Klauk, an attorney, says to be a Roller Girl, you have to be willing to sweat.
"We get stanky!" declares Klauk.
And you have to love team sports and have confidence, she adds. "It's an aggressive sport."
But you don't have to be a star skater. Klauk says the league started with women who could barely stand on skates, and now they are some of the best players.
Cress Barnes -- aka Lucy Quipment -- spends her days as a mother of three, business owner (along with her husband) and a part-time pre-school teacher. She confesses that it's hard to start something this big that requires people drive to Gastonia to participate in something they don't get paid to do.
"I'm very surprised," she says about the Roller Girls' success, "and very happy."
This just in ...
News 14 reporter and weekend anchor Lisa Reyes loves to be on top of things.
"I like to talk and tell stories," she says.
The native New Yorker says watching the coverage of the first Gulf War in the 1990s on CNN solidified her career path. She recalls seeing CNN reporter Christiane Amanpour covering the war.
"I was like, 'Wow.' There's a female reporter out there," she says. "And then when the O.J. Simpson trial started and everybody was on it, and there was the white Bronco chase. There was just something about being on top of what's going on and being able to say I was there.

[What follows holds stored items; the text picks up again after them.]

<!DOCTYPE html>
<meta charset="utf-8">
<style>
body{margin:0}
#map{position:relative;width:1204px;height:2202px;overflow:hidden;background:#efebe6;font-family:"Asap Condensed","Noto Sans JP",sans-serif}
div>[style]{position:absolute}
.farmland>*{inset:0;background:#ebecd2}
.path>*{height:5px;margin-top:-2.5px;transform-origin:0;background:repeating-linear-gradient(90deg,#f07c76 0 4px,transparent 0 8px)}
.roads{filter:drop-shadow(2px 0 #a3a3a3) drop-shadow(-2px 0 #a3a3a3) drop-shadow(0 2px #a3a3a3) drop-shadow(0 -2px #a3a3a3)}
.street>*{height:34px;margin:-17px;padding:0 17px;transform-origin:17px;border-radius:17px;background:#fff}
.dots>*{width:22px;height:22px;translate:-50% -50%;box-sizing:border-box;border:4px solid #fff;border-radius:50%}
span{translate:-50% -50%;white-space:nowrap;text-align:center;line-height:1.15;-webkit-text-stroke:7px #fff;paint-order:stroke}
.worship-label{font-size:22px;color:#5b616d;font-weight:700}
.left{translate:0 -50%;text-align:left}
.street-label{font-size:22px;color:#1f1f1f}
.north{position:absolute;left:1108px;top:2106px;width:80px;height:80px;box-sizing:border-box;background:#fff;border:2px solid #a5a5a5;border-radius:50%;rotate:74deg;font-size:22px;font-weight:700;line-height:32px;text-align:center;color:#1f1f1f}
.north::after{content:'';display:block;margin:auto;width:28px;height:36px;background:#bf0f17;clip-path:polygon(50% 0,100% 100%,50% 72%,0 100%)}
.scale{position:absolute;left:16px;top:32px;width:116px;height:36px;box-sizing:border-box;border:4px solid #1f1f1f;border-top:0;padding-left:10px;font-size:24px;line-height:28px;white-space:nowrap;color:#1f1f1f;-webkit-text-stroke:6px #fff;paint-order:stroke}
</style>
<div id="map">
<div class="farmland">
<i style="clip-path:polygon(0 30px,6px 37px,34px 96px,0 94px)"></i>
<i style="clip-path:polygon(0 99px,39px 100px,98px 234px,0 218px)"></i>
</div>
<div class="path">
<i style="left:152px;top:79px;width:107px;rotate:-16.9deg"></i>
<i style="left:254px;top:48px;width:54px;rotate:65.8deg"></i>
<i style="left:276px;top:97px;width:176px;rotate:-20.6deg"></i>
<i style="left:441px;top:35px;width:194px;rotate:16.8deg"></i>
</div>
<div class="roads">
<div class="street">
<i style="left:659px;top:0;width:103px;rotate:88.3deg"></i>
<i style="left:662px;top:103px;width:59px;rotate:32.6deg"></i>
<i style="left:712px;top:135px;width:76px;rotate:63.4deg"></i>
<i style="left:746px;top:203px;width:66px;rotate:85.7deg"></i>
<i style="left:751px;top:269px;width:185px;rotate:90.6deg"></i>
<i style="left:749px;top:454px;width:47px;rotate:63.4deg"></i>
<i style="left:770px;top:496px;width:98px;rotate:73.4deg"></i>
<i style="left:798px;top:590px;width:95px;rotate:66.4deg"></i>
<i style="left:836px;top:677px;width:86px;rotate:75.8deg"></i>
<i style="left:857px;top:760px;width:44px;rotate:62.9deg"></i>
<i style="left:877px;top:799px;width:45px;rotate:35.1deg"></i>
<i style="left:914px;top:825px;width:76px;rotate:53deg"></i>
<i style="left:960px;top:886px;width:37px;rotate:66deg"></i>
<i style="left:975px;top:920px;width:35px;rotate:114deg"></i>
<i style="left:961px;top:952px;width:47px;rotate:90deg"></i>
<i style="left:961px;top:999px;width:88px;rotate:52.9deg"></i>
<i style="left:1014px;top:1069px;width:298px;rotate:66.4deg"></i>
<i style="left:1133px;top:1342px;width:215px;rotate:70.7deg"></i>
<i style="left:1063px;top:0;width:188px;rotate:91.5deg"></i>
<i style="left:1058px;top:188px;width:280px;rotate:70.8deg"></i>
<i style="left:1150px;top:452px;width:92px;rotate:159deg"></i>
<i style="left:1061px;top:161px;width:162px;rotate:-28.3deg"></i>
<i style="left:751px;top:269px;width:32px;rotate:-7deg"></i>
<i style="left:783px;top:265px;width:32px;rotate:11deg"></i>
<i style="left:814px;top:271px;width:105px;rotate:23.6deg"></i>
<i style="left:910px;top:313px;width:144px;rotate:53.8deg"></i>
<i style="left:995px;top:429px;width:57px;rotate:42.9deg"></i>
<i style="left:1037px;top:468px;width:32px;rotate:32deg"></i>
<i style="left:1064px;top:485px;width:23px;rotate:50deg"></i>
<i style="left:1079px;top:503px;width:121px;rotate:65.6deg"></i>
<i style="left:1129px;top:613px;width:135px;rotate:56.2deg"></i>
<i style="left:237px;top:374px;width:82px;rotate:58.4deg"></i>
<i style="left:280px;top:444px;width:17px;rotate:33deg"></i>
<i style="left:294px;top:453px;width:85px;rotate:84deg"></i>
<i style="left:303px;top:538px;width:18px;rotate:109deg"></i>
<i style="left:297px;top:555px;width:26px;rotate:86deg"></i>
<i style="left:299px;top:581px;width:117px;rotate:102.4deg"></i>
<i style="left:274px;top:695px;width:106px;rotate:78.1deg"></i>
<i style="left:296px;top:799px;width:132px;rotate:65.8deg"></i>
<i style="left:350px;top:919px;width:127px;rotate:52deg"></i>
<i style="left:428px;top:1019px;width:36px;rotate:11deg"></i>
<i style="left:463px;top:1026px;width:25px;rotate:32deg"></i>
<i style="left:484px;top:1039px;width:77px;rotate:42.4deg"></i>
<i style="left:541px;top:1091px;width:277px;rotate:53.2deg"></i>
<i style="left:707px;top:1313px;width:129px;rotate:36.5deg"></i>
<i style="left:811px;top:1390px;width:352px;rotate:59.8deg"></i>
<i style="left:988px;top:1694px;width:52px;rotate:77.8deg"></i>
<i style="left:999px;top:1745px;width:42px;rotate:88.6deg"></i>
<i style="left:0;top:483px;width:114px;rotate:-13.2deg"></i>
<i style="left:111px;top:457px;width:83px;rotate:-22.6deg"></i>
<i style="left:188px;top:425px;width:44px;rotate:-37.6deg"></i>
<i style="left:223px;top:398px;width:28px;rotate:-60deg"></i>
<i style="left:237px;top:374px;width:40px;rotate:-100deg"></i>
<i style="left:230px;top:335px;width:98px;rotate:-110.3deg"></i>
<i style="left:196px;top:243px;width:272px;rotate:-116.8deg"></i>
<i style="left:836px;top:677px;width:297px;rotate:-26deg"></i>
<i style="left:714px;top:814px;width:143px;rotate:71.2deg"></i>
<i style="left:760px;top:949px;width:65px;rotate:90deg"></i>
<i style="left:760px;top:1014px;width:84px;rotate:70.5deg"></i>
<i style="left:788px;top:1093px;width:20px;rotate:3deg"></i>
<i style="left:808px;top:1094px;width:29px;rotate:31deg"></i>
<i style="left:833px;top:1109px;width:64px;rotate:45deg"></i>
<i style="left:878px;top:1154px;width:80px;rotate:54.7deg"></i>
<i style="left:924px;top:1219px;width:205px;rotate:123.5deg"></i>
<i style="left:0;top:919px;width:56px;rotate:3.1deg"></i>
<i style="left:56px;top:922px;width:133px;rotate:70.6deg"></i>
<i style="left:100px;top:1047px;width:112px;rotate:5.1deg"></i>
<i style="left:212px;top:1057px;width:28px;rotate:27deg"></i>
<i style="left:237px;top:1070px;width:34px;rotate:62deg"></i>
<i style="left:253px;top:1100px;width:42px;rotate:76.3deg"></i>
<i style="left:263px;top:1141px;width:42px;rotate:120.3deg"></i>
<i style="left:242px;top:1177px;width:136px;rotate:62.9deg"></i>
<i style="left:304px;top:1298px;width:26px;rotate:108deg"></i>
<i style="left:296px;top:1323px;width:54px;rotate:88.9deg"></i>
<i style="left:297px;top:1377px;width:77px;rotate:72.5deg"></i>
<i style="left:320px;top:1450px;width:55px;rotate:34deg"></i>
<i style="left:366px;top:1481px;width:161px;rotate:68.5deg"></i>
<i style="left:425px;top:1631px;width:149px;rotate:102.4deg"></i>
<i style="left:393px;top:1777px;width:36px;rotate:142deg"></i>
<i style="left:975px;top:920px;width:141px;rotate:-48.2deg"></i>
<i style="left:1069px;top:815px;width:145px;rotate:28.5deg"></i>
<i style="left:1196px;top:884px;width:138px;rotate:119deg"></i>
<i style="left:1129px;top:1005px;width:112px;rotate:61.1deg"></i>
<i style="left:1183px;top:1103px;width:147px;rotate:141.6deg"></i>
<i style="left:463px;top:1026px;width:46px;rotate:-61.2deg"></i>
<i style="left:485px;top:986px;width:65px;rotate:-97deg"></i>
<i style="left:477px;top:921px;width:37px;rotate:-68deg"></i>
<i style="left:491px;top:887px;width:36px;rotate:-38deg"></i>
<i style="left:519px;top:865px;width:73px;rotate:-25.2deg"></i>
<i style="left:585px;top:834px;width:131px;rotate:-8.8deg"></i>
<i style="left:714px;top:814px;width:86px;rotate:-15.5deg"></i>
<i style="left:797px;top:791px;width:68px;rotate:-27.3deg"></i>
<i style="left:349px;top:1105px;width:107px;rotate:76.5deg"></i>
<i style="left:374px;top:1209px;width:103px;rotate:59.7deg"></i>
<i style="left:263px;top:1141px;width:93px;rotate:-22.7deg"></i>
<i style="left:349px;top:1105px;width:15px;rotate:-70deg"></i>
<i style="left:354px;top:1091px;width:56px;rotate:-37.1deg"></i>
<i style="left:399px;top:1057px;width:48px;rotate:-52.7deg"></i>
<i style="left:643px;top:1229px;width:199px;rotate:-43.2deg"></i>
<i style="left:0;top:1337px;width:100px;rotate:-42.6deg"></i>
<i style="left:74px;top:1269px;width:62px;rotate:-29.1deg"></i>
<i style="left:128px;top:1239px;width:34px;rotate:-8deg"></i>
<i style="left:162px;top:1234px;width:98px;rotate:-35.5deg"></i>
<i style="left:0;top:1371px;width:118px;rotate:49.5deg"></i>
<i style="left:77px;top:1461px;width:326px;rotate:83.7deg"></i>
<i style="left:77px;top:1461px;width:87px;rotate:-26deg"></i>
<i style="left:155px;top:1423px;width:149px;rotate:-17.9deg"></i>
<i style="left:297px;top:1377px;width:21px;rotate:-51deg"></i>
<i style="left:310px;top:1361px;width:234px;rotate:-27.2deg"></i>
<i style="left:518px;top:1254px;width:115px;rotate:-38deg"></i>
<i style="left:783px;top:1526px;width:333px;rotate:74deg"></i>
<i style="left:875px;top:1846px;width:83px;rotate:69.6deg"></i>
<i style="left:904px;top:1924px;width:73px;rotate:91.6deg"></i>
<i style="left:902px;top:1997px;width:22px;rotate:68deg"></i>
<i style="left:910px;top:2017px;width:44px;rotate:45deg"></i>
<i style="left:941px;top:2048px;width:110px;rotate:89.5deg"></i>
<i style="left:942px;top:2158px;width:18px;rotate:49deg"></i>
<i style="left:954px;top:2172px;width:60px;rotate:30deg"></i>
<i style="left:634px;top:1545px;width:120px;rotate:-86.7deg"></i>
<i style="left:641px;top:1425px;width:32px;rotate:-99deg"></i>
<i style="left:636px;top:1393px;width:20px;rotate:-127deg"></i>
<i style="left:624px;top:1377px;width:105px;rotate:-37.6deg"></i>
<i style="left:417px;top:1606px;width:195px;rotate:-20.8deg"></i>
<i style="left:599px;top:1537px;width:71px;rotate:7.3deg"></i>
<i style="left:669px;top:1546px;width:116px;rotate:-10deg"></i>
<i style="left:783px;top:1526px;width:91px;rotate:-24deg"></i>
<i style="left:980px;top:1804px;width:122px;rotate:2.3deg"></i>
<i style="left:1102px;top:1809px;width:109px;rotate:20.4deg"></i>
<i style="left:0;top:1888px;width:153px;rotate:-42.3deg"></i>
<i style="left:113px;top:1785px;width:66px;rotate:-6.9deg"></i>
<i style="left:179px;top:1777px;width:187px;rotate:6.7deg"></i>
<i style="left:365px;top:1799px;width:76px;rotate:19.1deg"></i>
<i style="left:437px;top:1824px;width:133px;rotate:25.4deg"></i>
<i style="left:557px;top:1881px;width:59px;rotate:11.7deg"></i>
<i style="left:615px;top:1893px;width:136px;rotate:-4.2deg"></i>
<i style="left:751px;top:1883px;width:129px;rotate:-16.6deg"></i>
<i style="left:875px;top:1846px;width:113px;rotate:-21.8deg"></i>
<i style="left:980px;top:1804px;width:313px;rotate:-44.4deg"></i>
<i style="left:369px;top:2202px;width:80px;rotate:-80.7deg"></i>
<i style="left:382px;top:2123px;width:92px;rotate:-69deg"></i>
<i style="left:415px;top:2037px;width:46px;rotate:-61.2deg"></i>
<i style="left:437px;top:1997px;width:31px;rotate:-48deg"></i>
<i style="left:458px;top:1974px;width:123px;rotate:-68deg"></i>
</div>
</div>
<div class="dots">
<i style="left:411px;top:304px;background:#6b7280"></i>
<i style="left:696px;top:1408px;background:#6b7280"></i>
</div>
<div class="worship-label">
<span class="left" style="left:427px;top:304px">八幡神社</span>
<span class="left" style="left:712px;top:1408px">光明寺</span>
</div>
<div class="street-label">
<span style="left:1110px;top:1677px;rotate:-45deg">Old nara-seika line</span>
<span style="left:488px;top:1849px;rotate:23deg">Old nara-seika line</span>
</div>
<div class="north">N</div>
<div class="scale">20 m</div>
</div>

I like being on the front line and being a part of history -- and sometimes being a part of justice being served."
Reyes says luck and family brought her to the Queen City from Florida, the site of her previous job.
In Charlotte, Reyes -- the first Hispanic anchor on the local cable news network -- has become a role model to young people in the Hispanic community.
"When I first started here about four and a half years ago, I went to a school, and one of the principals came up to me and said, 'We really love watching you on TV because we have so many students with the last name Reyes. And for them to see you doing what you're doing is really inspiring,'" she says. "It is important for young people to see somebody who looks like them on TV because then they think they can do it, too. It's really an honor and humbling to be the Hispanic anchor for News 14 Carolina and to be able to represent the community in that way. Our station is still very young. I carved out that little piece of history, and I have that imprint. So, it's nice."